_Excerpts from a dataset_:
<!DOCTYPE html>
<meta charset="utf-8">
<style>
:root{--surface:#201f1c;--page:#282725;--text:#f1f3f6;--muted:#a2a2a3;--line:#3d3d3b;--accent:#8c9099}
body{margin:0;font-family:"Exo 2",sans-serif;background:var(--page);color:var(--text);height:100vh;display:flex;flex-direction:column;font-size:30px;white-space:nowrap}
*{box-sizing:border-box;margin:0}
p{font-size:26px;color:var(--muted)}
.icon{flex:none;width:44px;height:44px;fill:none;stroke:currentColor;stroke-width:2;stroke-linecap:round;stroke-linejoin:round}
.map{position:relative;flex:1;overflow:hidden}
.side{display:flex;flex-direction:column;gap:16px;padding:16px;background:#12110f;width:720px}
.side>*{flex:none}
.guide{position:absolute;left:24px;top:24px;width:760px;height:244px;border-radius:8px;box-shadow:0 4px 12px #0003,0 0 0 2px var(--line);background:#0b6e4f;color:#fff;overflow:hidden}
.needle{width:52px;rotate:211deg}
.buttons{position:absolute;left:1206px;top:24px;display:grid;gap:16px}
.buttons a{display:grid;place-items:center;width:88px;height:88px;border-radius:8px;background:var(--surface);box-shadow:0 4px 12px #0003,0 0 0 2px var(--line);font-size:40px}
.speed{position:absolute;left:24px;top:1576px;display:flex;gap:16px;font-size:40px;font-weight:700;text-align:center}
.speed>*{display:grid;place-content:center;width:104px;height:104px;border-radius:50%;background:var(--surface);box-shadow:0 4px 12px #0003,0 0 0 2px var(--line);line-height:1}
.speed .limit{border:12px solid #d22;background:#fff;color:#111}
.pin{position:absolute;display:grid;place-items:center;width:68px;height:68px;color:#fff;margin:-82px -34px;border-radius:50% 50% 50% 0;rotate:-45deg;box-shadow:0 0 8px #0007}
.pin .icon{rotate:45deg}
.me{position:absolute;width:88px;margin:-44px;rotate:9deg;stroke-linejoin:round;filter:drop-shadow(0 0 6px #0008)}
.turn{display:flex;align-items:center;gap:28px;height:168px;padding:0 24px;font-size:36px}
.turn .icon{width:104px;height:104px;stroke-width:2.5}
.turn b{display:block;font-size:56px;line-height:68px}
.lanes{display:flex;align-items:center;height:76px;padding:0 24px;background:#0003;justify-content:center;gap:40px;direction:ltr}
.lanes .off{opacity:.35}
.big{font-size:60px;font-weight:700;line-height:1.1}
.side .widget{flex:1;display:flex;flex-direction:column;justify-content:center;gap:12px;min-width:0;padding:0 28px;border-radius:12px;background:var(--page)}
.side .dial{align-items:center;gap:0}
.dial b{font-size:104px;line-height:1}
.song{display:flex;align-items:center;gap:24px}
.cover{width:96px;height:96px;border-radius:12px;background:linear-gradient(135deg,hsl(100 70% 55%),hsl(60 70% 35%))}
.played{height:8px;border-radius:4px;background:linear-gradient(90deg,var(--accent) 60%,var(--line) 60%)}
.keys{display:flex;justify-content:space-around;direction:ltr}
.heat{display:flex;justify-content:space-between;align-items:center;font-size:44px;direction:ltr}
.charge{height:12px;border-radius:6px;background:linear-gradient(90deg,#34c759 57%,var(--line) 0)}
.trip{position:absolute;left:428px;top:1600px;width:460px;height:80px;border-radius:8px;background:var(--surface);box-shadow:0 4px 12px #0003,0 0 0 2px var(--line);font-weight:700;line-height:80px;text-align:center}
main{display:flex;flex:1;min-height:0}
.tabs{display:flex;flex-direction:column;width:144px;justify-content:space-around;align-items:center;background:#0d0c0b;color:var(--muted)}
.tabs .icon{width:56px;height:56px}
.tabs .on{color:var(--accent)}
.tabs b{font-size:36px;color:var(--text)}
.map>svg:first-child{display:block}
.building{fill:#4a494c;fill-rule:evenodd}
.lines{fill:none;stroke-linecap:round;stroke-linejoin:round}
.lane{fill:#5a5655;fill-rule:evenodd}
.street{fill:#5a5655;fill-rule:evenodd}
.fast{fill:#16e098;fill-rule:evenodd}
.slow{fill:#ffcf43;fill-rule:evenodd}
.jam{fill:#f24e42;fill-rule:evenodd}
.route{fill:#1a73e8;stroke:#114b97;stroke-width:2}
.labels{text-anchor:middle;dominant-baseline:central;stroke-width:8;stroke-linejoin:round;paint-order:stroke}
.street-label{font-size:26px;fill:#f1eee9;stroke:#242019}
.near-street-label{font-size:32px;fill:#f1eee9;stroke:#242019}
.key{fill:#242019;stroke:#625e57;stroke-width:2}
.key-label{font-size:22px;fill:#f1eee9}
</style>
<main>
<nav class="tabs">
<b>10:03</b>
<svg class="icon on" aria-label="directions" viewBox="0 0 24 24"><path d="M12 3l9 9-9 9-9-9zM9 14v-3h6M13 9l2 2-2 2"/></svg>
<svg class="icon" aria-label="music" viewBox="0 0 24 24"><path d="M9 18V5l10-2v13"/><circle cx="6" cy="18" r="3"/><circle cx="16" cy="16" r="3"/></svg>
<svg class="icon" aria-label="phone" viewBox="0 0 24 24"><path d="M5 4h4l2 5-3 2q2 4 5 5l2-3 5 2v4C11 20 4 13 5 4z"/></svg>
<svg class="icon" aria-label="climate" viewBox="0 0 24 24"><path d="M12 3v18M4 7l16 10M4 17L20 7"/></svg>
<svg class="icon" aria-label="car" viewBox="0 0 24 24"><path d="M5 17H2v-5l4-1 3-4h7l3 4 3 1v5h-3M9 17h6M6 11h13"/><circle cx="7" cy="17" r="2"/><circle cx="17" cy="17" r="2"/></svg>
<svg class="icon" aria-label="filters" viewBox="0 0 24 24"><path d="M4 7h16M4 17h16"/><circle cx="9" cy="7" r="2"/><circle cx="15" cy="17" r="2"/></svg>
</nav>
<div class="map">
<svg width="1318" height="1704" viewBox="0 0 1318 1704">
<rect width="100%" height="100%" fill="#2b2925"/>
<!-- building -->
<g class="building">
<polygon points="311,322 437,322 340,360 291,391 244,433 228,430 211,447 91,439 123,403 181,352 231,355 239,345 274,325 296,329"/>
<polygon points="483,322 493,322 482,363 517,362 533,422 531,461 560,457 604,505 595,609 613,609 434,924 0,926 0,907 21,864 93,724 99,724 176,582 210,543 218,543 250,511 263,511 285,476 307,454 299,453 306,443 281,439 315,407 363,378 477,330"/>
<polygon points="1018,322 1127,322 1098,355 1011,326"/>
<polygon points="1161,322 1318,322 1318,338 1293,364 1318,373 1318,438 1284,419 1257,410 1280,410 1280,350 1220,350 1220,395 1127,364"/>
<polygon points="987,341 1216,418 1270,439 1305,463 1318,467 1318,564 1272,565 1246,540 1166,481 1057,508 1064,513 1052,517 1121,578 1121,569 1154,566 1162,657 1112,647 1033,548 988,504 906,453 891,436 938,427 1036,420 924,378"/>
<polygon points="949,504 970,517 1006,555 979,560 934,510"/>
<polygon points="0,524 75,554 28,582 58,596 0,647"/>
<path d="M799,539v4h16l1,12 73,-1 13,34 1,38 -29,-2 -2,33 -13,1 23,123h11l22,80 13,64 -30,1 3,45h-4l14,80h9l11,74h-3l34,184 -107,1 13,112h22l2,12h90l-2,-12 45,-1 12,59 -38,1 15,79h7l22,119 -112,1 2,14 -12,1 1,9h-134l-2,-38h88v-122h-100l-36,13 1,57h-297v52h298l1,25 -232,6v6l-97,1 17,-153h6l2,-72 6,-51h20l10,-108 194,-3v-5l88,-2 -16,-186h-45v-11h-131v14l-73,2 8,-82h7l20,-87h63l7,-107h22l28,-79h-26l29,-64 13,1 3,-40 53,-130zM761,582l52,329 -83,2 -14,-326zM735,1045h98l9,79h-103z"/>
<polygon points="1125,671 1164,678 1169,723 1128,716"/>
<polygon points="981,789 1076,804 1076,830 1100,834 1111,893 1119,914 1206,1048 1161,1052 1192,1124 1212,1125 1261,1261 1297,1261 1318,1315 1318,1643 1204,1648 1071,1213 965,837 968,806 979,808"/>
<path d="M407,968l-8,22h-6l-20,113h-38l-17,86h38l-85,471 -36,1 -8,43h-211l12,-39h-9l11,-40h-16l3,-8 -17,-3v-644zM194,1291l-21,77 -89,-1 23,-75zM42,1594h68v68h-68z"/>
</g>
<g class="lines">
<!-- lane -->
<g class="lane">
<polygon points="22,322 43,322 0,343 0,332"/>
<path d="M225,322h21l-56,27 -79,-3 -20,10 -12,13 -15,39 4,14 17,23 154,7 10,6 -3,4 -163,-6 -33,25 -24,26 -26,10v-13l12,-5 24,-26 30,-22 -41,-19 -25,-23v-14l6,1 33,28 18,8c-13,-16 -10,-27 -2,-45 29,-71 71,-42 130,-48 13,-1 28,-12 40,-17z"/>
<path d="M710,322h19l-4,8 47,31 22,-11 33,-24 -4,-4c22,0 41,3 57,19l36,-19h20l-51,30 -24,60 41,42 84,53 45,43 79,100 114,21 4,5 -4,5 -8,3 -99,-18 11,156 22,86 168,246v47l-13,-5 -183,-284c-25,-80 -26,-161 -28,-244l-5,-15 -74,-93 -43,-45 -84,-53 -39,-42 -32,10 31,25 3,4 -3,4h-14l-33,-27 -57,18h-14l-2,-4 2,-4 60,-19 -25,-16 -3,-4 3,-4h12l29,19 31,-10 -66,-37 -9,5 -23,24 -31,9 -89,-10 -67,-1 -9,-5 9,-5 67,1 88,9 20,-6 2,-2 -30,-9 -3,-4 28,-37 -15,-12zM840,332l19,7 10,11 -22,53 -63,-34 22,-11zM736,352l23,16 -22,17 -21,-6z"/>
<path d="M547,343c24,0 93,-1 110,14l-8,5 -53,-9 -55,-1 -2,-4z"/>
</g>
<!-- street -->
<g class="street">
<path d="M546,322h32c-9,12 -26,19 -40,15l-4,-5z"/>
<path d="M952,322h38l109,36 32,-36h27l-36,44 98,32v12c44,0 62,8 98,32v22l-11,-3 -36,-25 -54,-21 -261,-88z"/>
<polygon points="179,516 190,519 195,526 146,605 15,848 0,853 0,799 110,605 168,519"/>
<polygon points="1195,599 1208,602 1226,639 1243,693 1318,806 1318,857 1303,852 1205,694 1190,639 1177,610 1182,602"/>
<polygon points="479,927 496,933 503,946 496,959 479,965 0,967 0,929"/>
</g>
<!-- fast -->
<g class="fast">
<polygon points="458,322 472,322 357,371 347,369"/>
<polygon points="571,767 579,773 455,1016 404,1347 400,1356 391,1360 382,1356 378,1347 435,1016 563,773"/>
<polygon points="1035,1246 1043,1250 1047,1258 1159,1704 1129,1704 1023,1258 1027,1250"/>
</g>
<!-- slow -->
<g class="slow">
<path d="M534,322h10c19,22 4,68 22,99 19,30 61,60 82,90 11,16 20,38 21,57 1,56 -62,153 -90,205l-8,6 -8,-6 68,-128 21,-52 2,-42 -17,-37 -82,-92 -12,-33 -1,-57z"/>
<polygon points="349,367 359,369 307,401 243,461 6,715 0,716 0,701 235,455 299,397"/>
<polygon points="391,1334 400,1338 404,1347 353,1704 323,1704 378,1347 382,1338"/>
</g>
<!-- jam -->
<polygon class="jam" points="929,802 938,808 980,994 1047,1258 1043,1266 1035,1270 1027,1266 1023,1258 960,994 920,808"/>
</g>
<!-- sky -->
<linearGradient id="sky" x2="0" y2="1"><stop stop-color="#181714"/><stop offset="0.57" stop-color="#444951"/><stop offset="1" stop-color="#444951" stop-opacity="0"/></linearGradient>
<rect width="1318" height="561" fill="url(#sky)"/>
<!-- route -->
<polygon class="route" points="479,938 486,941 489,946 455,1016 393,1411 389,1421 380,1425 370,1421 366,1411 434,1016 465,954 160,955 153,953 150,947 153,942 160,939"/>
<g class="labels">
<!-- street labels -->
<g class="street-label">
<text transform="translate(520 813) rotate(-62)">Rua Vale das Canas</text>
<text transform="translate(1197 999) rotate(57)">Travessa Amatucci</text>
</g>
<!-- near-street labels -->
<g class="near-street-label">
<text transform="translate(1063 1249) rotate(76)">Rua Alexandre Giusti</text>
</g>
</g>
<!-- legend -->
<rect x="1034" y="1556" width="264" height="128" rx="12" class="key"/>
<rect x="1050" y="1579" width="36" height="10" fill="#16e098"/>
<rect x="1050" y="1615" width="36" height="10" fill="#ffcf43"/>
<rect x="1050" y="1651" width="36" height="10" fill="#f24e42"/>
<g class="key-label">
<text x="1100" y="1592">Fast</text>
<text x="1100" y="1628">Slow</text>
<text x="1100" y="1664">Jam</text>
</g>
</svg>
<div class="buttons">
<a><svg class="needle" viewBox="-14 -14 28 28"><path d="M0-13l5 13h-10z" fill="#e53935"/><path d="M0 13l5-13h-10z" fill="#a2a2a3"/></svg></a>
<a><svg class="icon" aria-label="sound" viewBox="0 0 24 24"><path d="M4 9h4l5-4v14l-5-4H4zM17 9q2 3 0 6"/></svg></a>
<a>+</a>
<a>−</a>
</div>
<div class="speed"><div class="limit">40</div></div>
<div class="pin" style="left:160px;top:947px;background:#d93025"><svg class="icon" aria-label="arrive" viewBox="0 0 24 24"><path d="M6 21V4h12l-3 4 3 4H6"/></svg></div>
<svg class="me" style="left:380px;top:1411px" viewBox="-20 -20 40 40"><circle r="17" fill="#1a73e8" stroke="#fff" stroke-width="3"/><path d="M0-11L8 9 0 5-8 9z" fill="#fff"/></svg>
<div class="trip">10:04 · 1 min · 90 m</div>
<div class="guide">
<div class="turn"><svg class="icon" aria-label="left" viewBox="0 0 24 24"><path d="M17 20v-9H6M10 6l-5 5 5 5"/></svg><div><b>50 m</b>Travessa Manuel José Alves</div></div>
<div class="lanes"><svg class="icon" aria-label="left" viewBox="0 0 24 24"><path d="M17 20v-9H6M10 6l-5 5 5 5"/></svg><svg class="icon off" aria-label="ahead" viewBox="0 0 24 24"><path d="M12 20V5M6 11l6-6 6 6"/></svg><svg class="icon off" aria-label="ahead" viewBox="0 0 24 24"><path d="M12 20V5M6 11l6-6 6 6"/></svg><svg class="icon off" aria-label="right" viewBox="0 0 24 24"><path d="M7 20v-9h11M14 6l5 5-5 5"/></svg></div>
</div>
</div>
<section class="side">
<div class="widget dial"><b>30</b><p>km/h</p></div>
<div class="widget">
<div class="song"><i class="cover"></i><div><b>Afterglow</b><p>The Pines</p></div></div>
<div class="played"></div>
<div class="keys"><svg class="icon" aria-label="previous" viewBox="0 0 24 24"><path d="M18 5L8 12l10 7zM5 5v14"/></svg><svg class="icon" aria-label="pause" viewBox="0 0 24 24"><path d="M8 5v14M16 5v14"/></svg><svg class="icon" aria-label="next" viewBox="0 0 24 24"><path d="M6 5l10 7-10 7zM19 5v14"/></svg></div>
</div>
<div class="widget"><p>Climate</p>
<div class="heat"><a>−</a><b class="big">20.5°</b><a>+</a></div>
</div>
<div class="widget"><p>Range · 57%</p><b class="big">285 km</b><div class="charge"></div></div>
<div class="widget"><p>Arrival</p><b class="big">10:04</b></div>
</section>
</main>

_Task prompt_:
Only lines with the word "song" are needed. Copy them from the preceding records.

_Result for this task_:
.song{display:flex;align-items:center;gap:24px}
<div class="song"><i class="cover"></i><div><b>Afterglow</b><p>The Pines</p></div></div>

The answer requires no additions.